**Exercise brief**
In the entries below, every line with the string "grid" is to be reported.

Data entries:
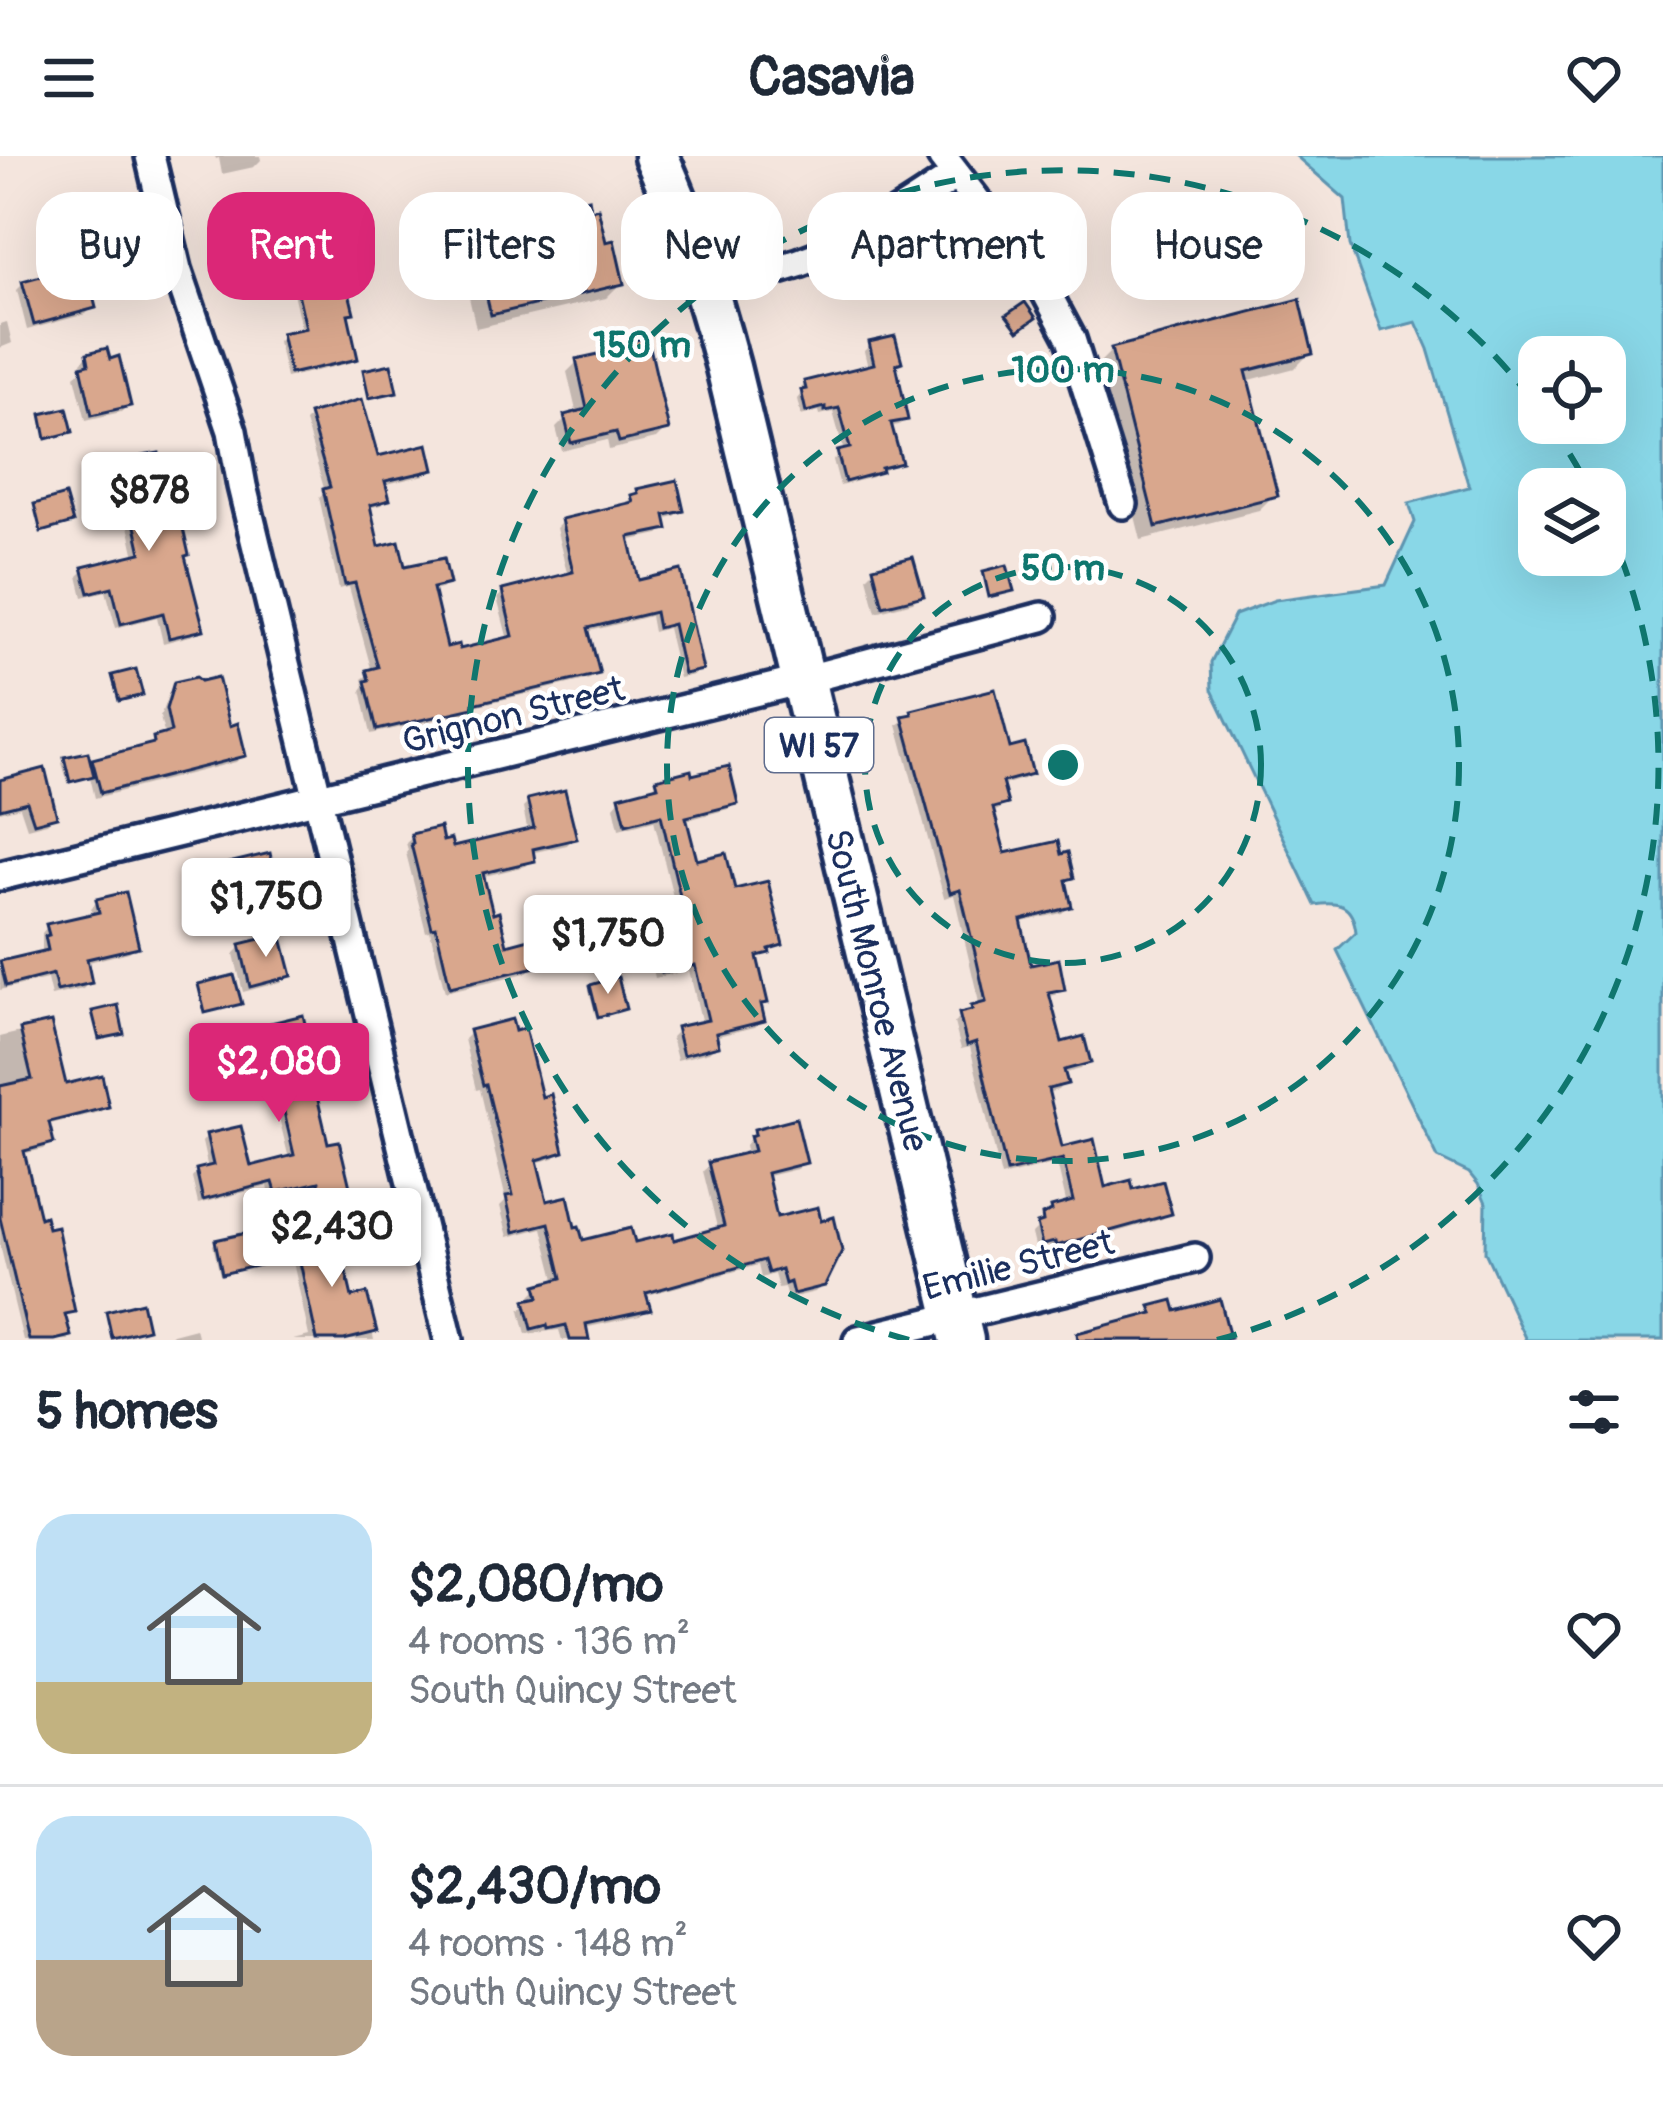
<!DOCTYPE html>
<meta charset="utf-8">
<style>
:root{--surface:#fff;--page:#f2f2f3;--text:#1f2937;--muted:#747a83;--line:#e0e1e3;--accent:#db2777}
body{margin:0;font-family:Pangolin,sans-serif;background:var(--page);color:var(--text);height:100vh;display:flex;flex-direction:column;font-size:45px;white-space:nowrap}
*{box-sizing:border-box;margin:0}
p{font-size:39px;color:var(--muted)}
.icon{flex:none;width:66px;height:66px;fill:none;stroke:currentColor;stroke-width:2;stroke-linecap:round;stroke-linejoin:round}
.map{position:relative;height:1184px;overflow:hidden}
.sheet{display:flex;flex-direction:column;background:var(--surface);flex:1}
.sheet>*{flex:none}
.hud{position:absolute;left:36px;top:36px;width:1593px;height:108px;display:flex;gap:24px}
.fabs{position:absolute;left:1518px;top:180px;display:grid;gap:24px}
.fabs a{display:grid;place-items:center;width:108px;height:108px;border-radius:24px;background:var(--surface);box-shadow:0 12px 48px #0002;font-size:60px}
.price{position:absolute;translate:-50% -102px;padding:0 27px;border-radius:12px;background:#fff;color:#222;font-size:39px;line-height:78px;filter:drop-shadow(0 3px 6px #0008)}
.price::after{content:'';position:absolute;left:50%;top:72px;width:36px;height:27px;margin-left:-18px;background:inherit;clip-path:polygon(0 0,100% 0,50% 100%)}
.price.selected{background:var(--accent);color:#fff}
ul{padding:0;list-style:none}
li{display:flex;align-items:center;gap:36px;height:300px;padding:0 36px}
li+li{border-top:3px solid var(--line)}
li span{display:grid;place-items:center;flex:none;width:336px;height:240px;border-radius:36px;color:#555}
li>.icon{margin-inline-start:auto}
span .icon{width:144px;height:144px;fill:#fffc;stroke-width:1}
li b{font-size:51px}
h2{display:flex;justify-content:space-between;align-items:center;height:144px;padding:0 36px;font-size:51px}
.pill{padding:0 42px;border-radius:36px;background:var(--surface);box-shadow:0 12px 48px #0002;font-size:42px;line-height:108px}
.pill.selected{background:var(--accent);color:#fff}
header{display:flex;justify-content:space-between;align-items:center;height:156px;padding:0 36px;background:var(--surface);font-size:54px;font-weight:700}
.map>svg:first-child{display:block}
.water{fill:#89d7e7;stroke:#5d94b0;stroke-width:3;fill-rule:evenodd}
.shadow{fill:#0003}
.building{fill:#d9a78d;stroke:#1b2f5e;stroke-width:3}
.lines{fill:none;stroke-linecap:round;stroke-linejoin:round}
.street-casing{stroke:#1b2f5e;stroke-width:36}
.primary-casing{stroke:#1b2f5e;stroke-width:51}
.street{stroke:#fff;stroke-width:27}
.primary{stroke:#fff;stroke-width:42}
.ring{fill:none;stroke:#0f766e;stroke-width:6;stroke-dasharray:21 15}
.labels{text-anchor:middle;stroke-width:9;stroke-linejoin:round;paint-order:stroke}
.shield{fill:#fff;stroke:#5f6d8e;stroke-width:3}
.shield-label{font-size:33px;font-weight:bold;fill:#1b2f5e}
.street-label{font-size:36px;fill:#1b2f5e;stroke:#fff}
.centre{fill:#0f766e;stroke:#fff;stroke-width:6}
.ring-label{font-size:36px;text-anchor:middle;font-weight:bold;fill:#0f766e;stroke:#fff;stroke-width:9;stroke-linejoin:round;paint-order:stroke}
</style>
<header><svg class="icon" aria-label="menu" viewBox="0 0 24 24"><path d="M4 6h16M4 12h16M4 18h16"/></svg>Casavia<svg class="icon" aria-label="heart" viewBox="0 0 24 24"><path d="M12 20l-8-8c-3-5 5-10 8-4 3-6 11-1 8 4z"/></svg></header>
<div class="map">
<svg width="1663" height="1184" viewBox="0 0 1663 1184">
<rect width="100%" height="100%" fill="#f4e5dd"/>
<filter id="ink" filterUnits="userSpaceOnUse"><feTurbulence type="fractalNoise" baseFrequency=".00833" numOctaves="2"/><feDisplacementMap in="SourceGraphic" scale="24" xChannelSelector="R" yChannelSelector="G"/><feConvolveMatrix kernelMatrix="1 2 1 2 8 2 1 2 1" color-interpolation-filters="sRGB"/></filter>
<g filter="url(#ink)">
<path class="water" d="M1296,0H1663V1184H1526L1485,1096L1486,1047L1478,1028L1469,1017L1438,1002L1337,794L1356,776C1353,749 1339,745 1315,749L1212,534L1211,506L1235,459L1275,444L1386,429L1415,366L1409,347L1469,331L1428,193L1416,166L1381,175L1350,89L1345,43ZM1539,201H1605V267H1539ZM1539,333H1605V399H1539Z"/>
<g class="shadow">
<polygon points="215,0 260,0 261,4 254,11 222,18 219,2 216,3"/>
<polygon points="529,44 550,54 604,89 621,127 606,142 476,172 457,89 472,74 515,64 513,59"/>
<polygon points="252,90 359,106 354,111 340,114 350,156 345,161 355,202 350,207 286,222 278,185 283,180 302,176 289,119 255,127 247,95"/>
<polygon points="24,127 93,151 86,158 27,174 17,134"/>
<polygon points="7,166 12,187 0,192 0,168"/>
<polygon points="870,189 894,210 905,263 899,269 889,271 898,306 872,321 840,330 833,304 844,296 833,256 820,259 819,255 801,260 797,243 801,238 800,233 806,227 868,212 864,195"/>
<polygon points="1112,194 1310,197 1295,212 1246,225 1274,339 1259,354 1141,384 1097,209"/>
<polygon points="604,195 666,273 656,283 609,294 607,284 562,295 556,272 566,262 577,259 567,216 577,206 598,201"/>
<polygon points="88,199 128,249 121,256 86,264 75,220 83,213 81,206"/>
<polygon points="311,260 376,303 431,314 425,319 383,329 386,343 381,349 368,352 377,393 403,414 447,427 441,433 431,435 445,494 458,497 508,484 497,442 503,437 568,421 556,372 562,366 627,347 639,335 681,354 675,360 663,363 665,372 659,378 627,385 637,428 678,418 700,513 694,519 679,522 667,472 653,476 650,460 586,476 596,517 590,523 470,551 465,557 371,578 361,534 364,530 362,523 372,516 349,431 339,433 319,341 325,336 305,266"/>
<polygon points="106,313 159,333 183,402 200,473 194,479 163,487 157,461 116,472 106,435 83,441 78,420 84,414 135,401 122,343 106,347 100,319"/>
<polygon points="874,414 920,439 913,446 876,456 867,421"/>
<polygon points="176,529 227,573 243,599 236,606 95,642 90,621 68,627 62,607 65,604 89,611 94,606 148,590 154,584 165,581 160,561 169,536"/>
<polygon points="913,557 1008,596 1029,617 1023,623 1000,630 1005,647 998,654 991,656 1002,701 1070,721 1064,727 1069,750 1062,757 1018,767 1029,812 1062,833 1055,839 1047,841 1060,890 1087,906 1081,913 1062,918 1064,927 1058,934 1046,937 1060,994 1103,1035 1131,1036 1168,1057 1162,1063 1050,1095 1049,1090 1036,1094 1032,1078 1038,1072 1037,1068 1053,1053 1067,1050 1057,1007 1001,1021 970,891 961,893 954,867 973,852 980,851 954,739 944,742 897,569"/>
<polygon points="0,625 54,660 47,667 27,672 20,651 0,656"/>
<polygon points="658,626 735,647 728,653 684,665 695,707 733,737 779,788 755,804 765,846 759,852 762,864 755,871 714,881 716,889 709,896 677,904 671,881 678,874 702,868 689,814 655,822 647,787 610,795 608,785 593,789 590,772 597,766 638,766 677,757 654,664 619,673 614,650 620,643 651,632"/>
<polygon points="529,646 573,682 567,689 531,697 532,704 526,710 481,721 491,761 504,792 532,811 526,817 445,836 430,775 426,776 406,697 408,694 406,687 413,681 451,695 528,677 523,652"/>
<polygon points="222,712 273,724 263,731 264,736 257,743 222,752 214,719"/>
<polygon points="98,745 136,790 129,796 85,807 89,826 83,833 51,840 47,823 0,834 0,808 42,799 42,777 48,770 93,760 91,752"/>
<polygon points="241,791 288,819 281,826 243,836 234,798"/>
<polygon points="591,831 622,852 596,861 589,834"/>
<polygon points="49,869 63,932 106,950 100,956 46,969 51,986 44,993 22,998 38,1065 72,1155 63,1162 68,1184 23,1184 0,1089 0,881"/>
<polygon points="248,876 302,893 326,991 347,1030 341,1035 317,1041 314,1030 270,1040 268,1030 198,1048 192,1022 197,1016 208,1013 202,986 207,980 249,1014 289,1003 266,908 249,912 242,882"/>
<polygon points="471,876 540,944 561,995 554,1002 535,1007 545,1049 573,1075 580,1087 632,1090 672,1087 718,1075 703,1015 710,1009 747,1000 745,989 755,976 803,1006 797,1013 764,1021 775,1065 822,1128 815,1136 787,1143 784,1131 778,1132 774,1118 761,1122 758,1109 644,1140 647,1153 640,1160 584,1172 586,1184 562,1184 559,1174 526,1178 520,1154 527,1147 533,1146 531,1139 538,1132 556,1127 542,1072 508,1081 500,1050 506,1044 480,933 476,934 464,883"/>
<polygon points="216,1086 261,1107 220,1119 213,1089"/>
<polygon points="296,1086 350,1145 365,1141 374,1184 293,1184 309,1180 290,1092"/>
<polygon points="195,1172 198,1184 166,1184 172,1178"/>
</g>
<g class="building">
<polygon points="549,36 552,50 589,42 591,54 598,52 606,86 614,84 624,128 491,159 470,71 531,57 527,41"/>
<polygon points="353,65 363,106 343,112 354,157 348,158 358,203 290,218 281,177 306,172 293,115 260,124 250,87 284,79 284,83"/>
<polygon points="85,108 96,152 34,169 22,125"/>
<polygon points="1300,143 1313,198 1246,215 1278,340 1156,371 1111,192"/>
<polygon points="1025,146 1036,162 1018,175 1006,159"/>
<polygon points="895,180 902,206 896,208 908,264 891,267 902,307 881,312 882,316 845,326 837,295 850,292 839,252 825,255 825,251 806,256 801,234 806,233 804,225 874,208 869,186"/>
<polygon points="640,183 650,191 669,274 619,286 616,276 571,287 564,259 587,253 576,203 603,197 602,192"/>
<polygon points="107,192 110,203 119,200 131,250 92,259 81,210 89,208 87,197"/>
<polygon points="391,208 397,236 369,242 363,214"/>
<polygon points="362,243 378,300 428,288 434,314 385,325 390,344 370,349 379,390 399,385 405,410 444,402 450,428 433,432 447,491 459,488 460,493 513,480 502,434 573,416 561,363 633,346 631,339 638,337 637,333 677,324 684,355 665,359 668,373 629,381 639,424 681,414 703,514 684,518 673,468 658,472 655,456 588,472 600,518 473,548 474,552 377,574 365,525 369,524 366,514 378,511 355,427 345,429 323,333 330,331 309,258"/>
<polygon points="67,252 73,276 46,283 41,258"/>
<polygon points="159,297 166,330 161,331 173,370 182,368 189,399 185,400 204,474 169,482 163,457 121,468 112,431 89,437 82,411 141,397 128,339 112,342 105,310 121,306 120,304"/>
<polygon points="65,339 73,367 41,376 34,348"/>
<polygon points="913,401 924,440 883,450 873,411"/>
<polygon points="1007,409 1014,435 989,441 983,415"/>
<polygon points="136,513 143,539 119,545 112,519"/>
<polygon points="196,521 201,525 218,521 230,570 238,567 246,600 101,637 92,603 154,587 153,581 171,576 166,553 174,526"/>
<polygon points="995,533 1010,592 1025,588 1033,618 1002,626 1008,648 993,652 1005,697 1058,685 1061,698 1068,696 1074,722 1066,724 1072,751 1021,764 1031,809 1059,803 1065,834 1049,837 1062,886 1084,880 1091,907 1064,914 1068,928 1048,933 1062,991 1094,983 1105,1031 1131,1024 1133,1033 1163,1025 1172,1058 1056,1090 1055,1086 1042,1089 1037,1068 1043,1066 1042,1059 1052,1055 1051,1051 1073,1045 1063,1003 1007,1016 976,886 967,889 959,857 972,854 971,850 986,846 976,801 960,734 950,737 902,560 912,558 911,554"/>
<polygon points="88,596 94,620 70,626 64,601"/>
<polygon points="729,610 738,648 686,661 697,704 726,697 735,733 768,725 783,789 769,793 770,797 757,800 768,847 761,848 765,865 716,877 719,890 683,899 676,871 708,864 695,809 662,817 653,782 617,790 614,781 600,784 595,763 631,752 632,756 638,754 640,763 683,753 661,659 626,668 619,640 658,630 656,623 691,614 692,619"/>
<polygon points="45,612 57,661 34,667 27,646 0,653 0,624"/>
<polygon points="565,634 577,683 533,693 535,705 483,717 493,758 499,756 507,789 529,783 536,811 450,831 436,771 432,772 411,688 413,687 411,678 440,671 443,685 451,683 453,691 534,672 527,643"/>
<polygon points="270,697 276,725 265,727 268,737 229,746 220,709"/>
<polygon points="126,736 139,791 87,803 92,827 57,835 53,818 6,830 0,805 48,794 45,780 49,779 46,768 99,756 96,743"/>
<polygon points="281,778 292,820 250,831 240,788"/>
<polygon points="234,819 242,848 205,857 198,828"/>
<polygon points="618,821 626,853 598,861 590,829"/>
<polygon points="118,849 124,878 99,883 92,855"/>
<polygon points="303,859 309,885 306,893 328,987 339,985 350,1031 322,1037 319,1026 276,1036 273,1026 203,1044 196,1013 213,1009 206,978 241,970 251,1010 294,999 272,904 255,908 246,873"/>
<polygon points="512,863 515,875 525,872 542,941 551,938 564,996 537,1004 547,1045 568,1040 575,1071 579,1070 583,1084 631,1072 635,1086 673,1077 674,1084 724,1070 708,1006 754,995 750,980 755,978 754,973 796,962 807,1007 767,1017 777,1061 818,1051 821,1065 834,1061 842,1095 825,1130 793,1138 790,1126 785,1128 781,1113 768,1117 764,1104 646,1137 651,1154 586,1168 589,1184 570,1184 566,1169 548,1173 547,1169 532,1173 525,1144 539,1141 536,1129 562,1122 549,1067 514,1076 506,1040 513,1039 486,928 483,929 469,874"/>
<polygon points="51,866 66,928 102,919 109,951 49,966 54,987 24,995 40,1062 45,1060 48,1072 57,1070 75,1156 65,1158 71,1180 55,1184 29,1184 0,1062 0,930 32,923 20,873"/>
<polygon points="336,1073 352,1141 367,1137 377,1176 344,1184 317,1184 295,1083"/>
<polygon points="256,1075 264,1108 222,1118 215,1084"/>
<polygon points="1220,1143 1230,1181 1219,1184 1078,1184 1077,1177 1153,1157 1150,1150 1173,1144 1176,1155"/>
<polygon points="142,1146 148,1173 112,1182 106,1155"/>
</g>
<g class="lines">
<g class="street-casing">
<g id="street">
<polyline points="150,0 177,113 232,275 242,330 449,1184"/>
<polyline points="942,0 1045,134 1071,183 1123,348"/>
<path d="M706,130C737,123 769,117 799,107C856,87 906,52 956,19"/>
<polyline points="0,720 803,524 1042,461"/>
<polyline points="858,1184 1195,1102"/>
</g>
</g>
<g class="primary-casing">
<path id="primary" d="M656,0C687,68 709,139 728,211L962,1184"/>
</g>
<use href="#street" class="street"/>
<use href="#primary" class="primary"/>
</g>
</g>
<g class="ring">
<circle cx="1063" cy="609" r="198"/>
<circle cx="1063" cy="609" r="396"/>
<path d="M909 1184A595 595 0 1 1 1538 251M1550 268A595 595 0 0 1 1588 330M1607 367A595 595 0 0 1 1217 1184"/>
</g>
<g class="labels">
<rect class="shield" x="765" y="562" width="108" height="54" rx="9"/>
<g class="shield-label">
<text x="819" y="601">WI 57</text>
</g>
<g class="street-label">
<text transform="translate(513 558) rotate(-14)" y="13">Grignon Street</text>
<text transform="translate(878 834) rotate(76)" y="13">South Monroe Avenue</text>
<text transform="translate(1018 1108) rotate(-14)" y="13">Emilie Street</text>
</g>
</g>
<circle cx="1063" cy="609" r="18" class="centre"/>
<g class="ring-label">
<text x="642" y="201">150 m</text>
<text x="1063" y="226">100 m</text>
<text x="1063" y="424">50 m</text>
</g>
</svg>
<div class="fabs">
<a><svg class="icon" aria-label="locate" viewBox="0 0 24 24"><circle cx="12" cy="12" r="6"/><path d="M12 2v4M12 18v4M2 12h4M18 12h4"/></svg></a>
<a><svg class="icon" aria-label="layers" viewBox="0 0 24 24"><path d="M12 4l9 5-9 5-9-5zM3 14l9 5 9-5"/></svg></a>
</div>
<b class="price" style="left:149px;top:398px">$878</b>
<b class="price" style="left:266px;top:804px">$1,750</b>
<b class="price" style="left:608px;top:841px">$1,750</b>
<b class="price selected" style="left:279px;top:969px">$2,080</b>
<b class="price" style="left:332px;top:1134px">$2,430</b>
<div class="hud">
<a class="pill">Buy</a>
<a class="pill selected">Rent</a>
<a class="pill">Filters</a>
<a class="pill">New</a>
<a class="pill">Apartment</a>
<a class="pill">House</a>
</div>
</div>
<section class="sheet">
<h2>5 homes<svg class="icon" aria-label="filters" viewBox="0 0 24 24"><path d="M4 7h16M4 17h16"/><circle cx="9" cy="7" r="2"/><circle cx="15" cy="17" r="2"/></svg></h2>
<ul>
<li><span style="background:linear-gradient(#bfe0f5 70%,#c2b280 0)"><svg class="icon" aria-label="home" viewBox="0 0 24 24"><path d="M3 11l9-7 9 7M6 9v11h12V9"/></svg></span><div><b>$2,080/mo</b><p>4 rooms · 136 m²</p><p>South Quincy Street</p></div><svg class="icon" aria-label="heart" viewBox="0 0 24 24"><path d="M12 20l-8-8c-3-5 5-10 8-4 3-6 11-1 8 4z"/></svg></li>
<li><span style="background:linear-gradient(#bfe0f5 60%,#b9a48a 0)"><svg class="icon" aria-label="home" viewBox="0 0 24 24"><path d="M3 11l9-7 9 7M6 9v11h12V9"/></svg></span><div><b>$2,430/mo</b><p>4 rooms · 148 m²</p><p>South Quincy Street</p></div><svg class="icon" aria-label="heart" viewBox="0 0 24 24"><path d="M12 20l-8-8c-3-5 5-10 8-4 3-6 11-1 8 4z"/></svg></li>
</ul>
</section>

**Output for this task**
.fabs{position:absolute;left:1518px;top:180px;display:grid;gap:24px}
.fabs a{display:grid;place-items:center;width:108px;height:108px;border-radius:24px;background:var(--surface);box-shadow:0 12px 48px #0002;font-size:60px}
li span{display:grid;place-items:center;flex:none;width:336px;height:240px;border-radius:36px;color:#555}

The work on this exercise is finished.